Yaskawa sees short-term Brexit gain from lower labor costs

FRANKFURT (Reuters) - Japanese robot maker Yaskawa Electric sees short-term benefits from Britain’s decision to leave the European Union thanks to lower labor costs for the roughly 150 staff it employs in Scotland, it said on Monday.

Yaskawa, one of the world’s top makers of industrial robots, produces about half the drives and motion-control products it supplies to Europe at its site in Cumbernauld near Glasgow. Executives also said they would make no hasty decisions about the plant.

“Whatever the economic situation might be, we have well- trained people there,” Yaskawa’s European chief, Manfred Stern, told a news conference in Frankfurt near Yaskawa’s European headquarters. “We will have a long-term view.”
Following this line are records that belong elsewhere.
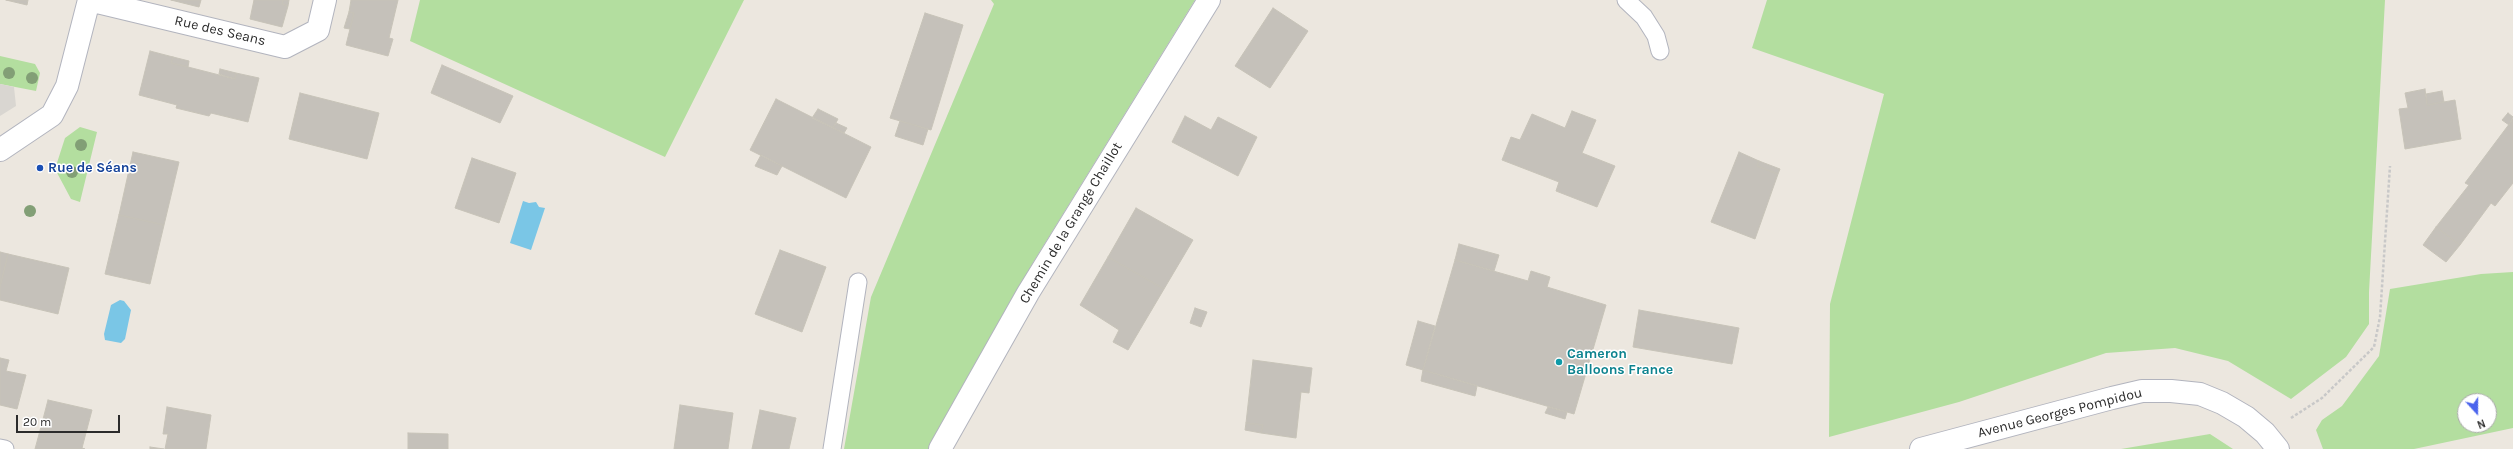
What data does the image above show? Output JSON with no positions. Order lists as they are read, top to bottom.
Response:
{
  "streets": {
    "street": ["Rue des Seans", "Chemin de la Grange Chaillot", "Avenue Georges Pompidou"]
  },
  "places": ["Rue de Séans", "Cameron Balloons France"],
  "scale_bar": "20 m",
  "north": "bottom"
}
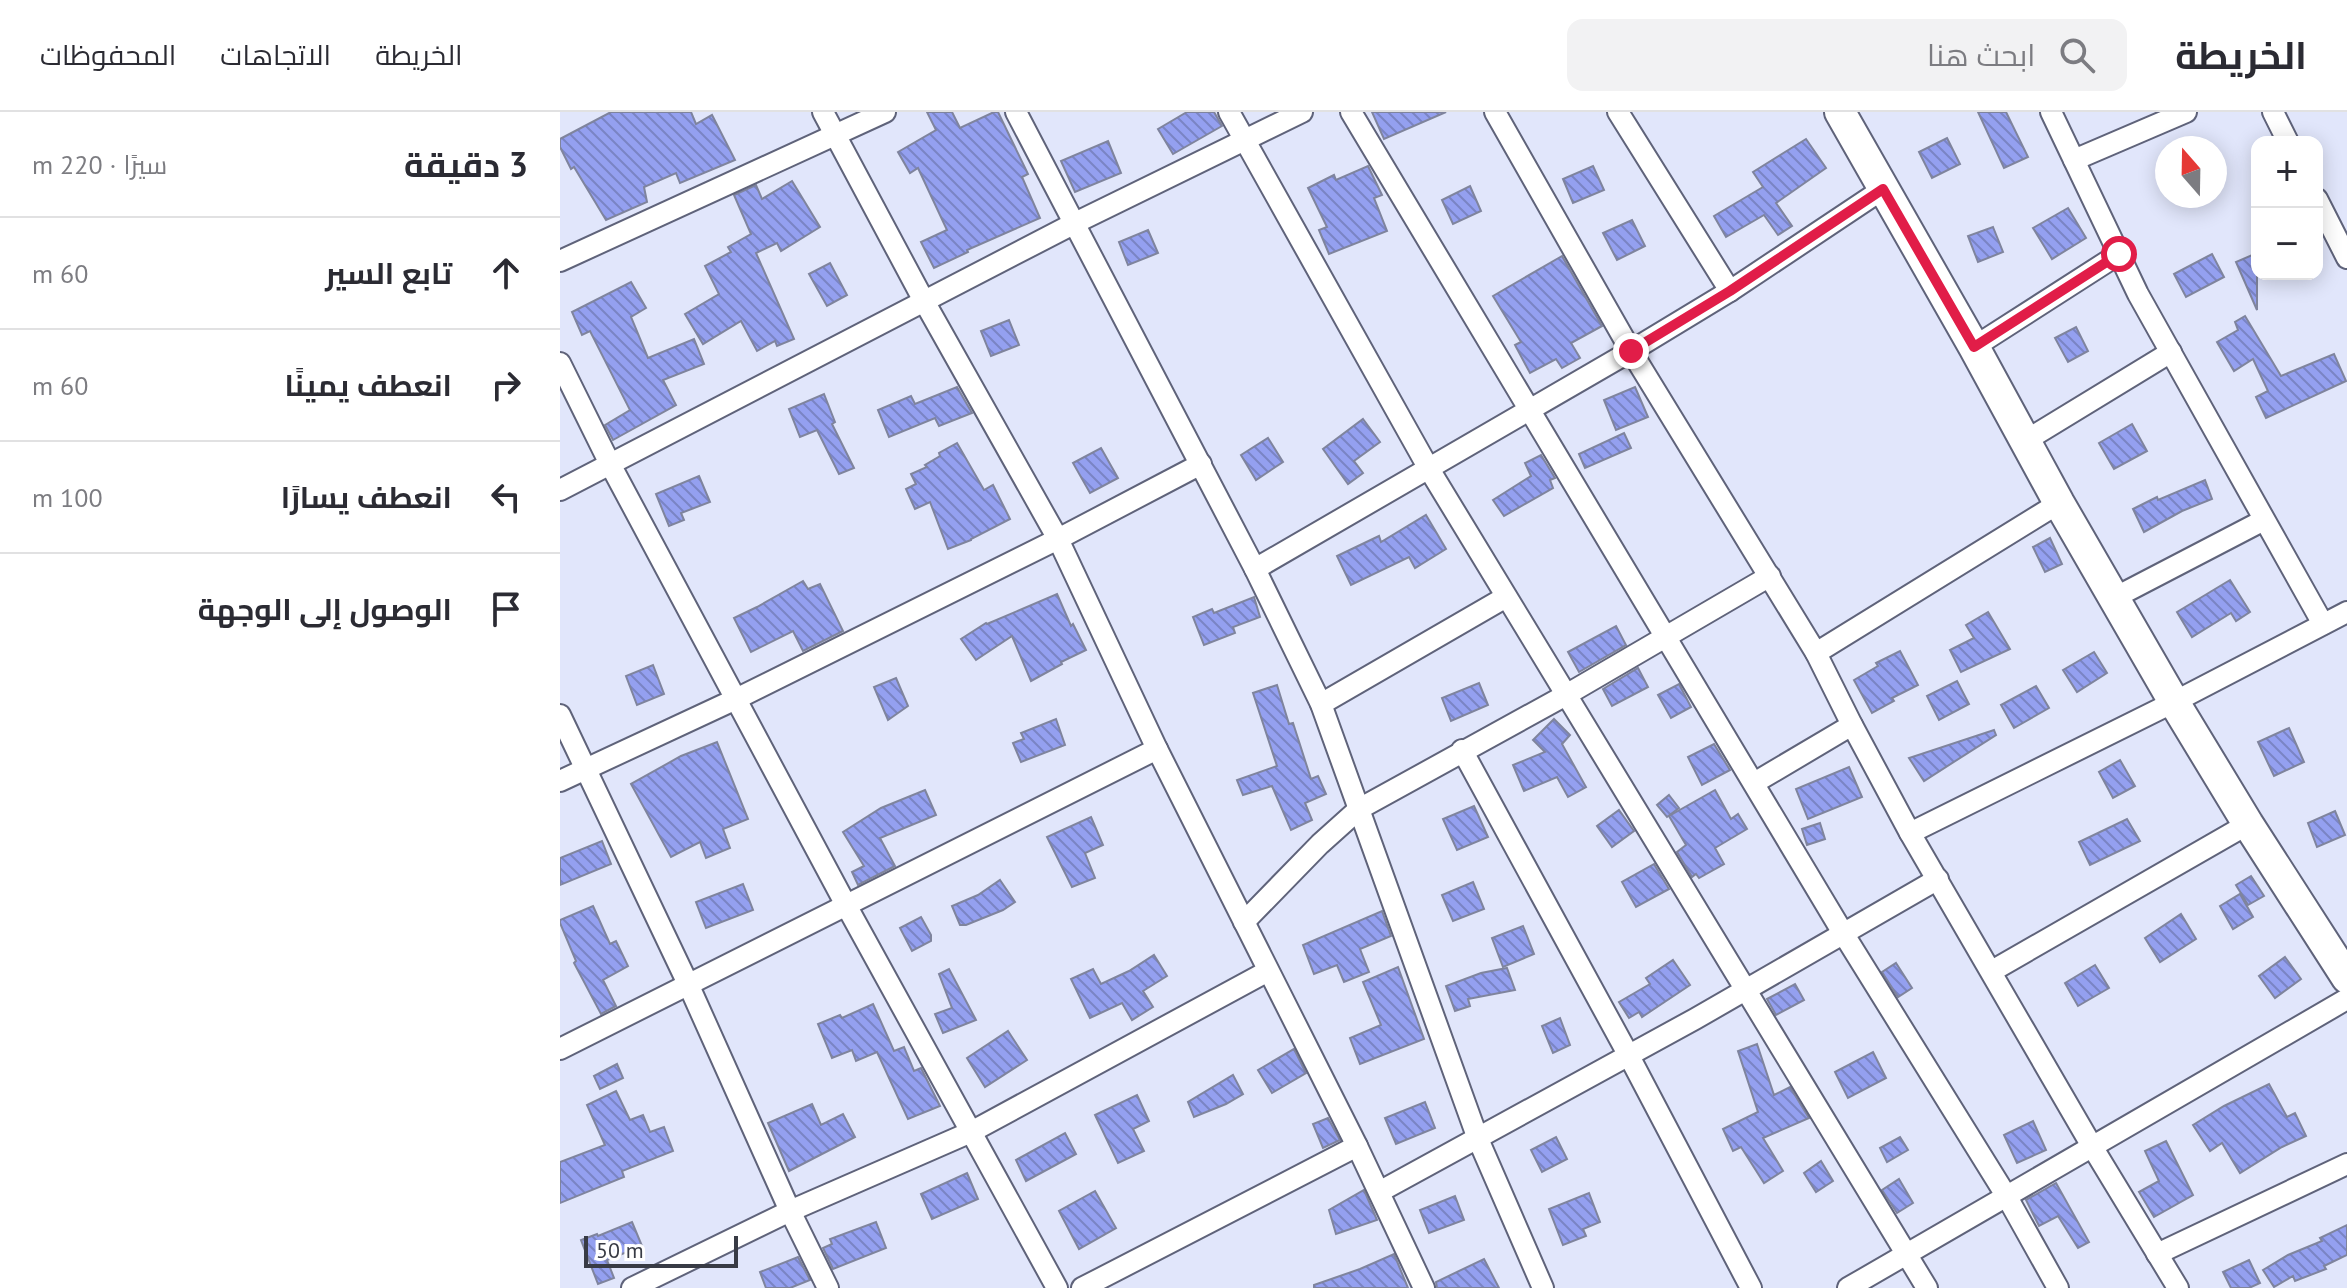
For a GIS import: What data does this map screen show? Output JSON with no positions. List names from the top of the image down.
{
  "scale_bar": "50 m",
  "north": "top",
  "page": {
    "header": "الخريطة",
    "search": "ابحث هنا",
    "nav": ["الخريطة", "الاتجاهات", "المحفوظات"],
    "heading": ["3 دقيقة", "سيرًا · 220 m"],
    "map_buttons": ["+", "−"],
    "list": [
      ["تابع السير", "60 m"],
      ["انعطف يمينًا", "60 m"],
      ["انعطف يسارًا", "100 m"],
      "الوصول إلى الوجهة"
    ],
    "scale": "50 m"
  }
}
“We want to have manufacturing sites close to our customers,” he said, adding that lower labor costs due to the weak pound had so far outweighed higher import costs for parts.

Yaskawa called the news conference to announce plans for a new robot-manufacturing plant in Slovenia to supply customers in Europe, the Middle East and Africa and complement its production bases in Japan and China.

The company wants to be close to the automotive manufacturers which have been flocking to the region. Volkswagen VOWG_p.DE, Hyundai-Kia and other global carmakers have invested heavily in eastern European countries.

“We see the center of Europe shifting eastwards, maybe southeastwards,” Bruno Schnekenburger, Yaskawa’s head of robotics in Europe, said.

About one third of Slovenia’s exports to Germany come from the automotive industry.

The plant will be built in the Ribnica area in central Slovenia, with an investment of about 25 million euros ($27 million). It is due to start production in the fourth quarter of 2018 and will employ more than 200 people by 2023, Yaskawa said.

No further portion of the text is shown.